(Exercise aim): Retype the records in full, and please keep the pictures out of the copy.

(Record set):
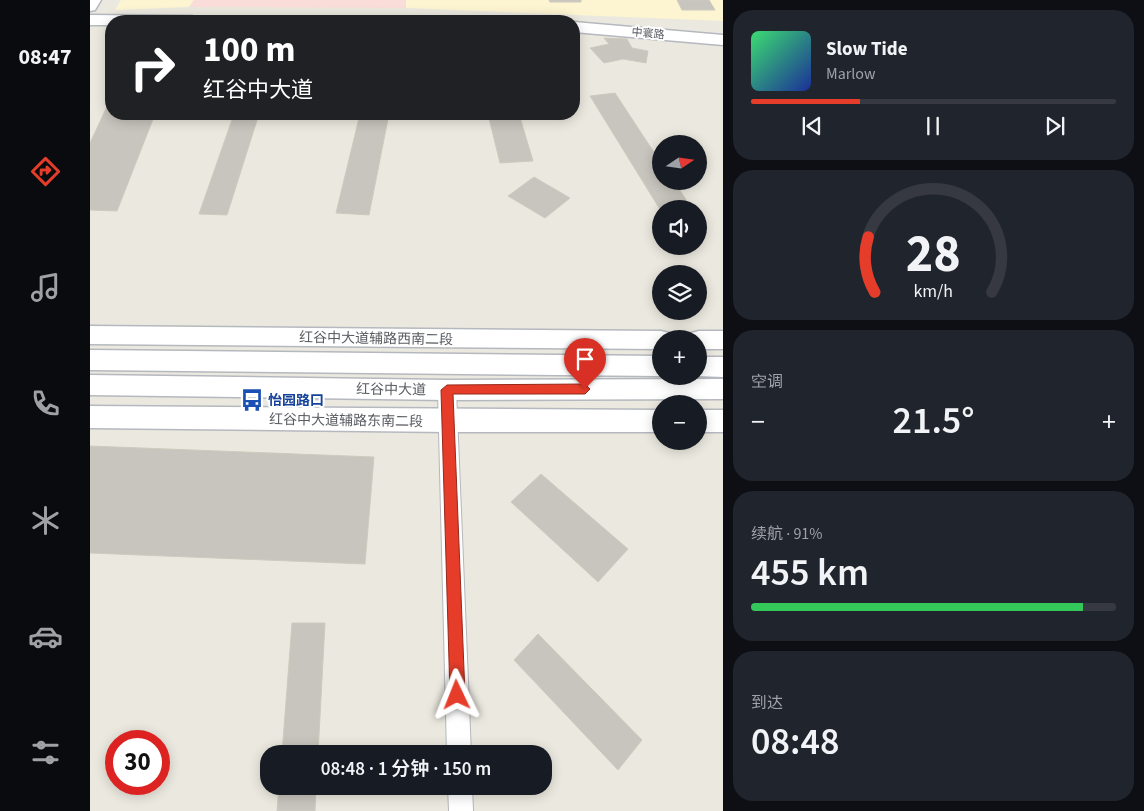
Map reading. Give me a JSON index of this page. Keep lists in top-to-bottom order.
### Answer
{
  "streets": {
    "street": [
      "中寰路",
      "红谷中大道辅路西南二段",
      "红谷中大道",
      "红谷中大道辅路东南二段"
    ]
  },
  "places": {
    "bus stop": ["怡园路口"]
  },
  "north": "right",
  "page": {
    "tabs": "08:47",
    "turn": ["100 m", "红谷中大道"],
    "song": ["Slow Tide", "Marlow"],
    "map_buttons": ["+", "−"],
    "tile": [
      "空调",
      ["续航 · 91%", "455 km"],
      ["到达", "08:48"]
    ],
    "heat": ["−", "21.5°", "+"],
    "limit": "30",
    "trip": "08:48 · 1 分钟 · 150 m",
    "gauge": ["28", "km/h"]
  }
}
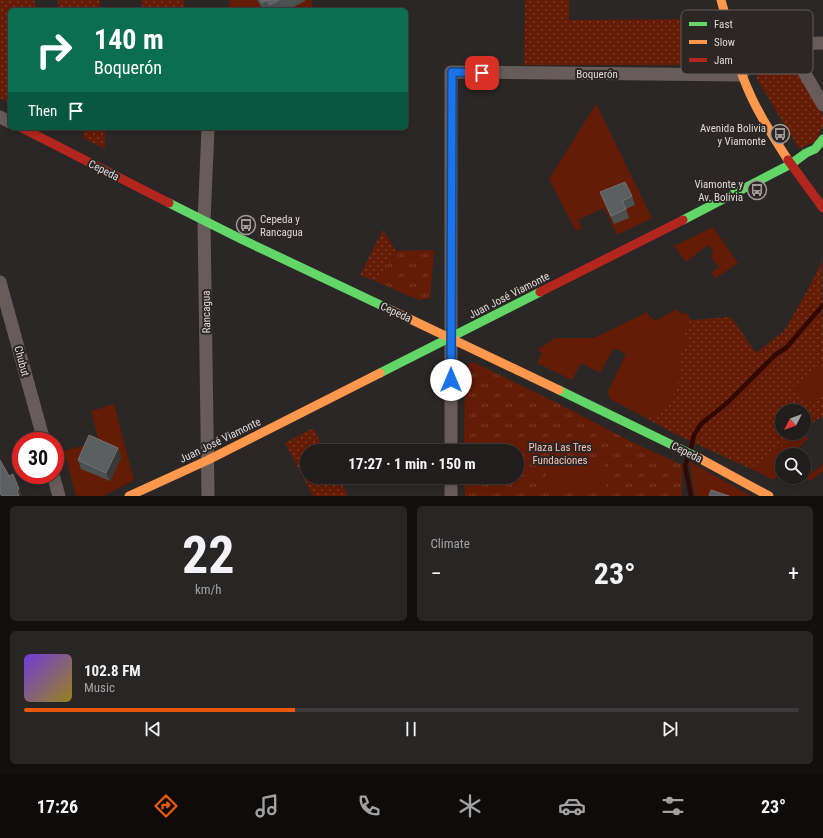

(Written answer):
Map reading. Give me a JSON index of this page. Keep lists in top-to-bottom order.
### Answer
{
  "streets": {
    "street": [
      "中寰路",
      "红谷中大道辅路西南二段",
      "红谷中大道",
      "红谷中大道辅路东南二段"
    ]
  },
  "places": {
    "bus stop": ["怡园路口"]
  },
  "north": "right",
  "page": {
    "tabs": "08:47",
    "turn": ["100 m", "红谷中大道"],
    "song": ["Slow Tide", "Marlow"],
    "map_buttons": ["+", "−"],
    "tile": [
      "空调",
      ["续航 · 91%", "455 km"],
      ["到达", "08:48"]
    ],
    "heat": ["−", "21.5°", "+"],
    "limit": "30",
    "trip": "08:48 · 1 分钟 · 150 m",
    "gauge": ["28", "km/h"]
  }
}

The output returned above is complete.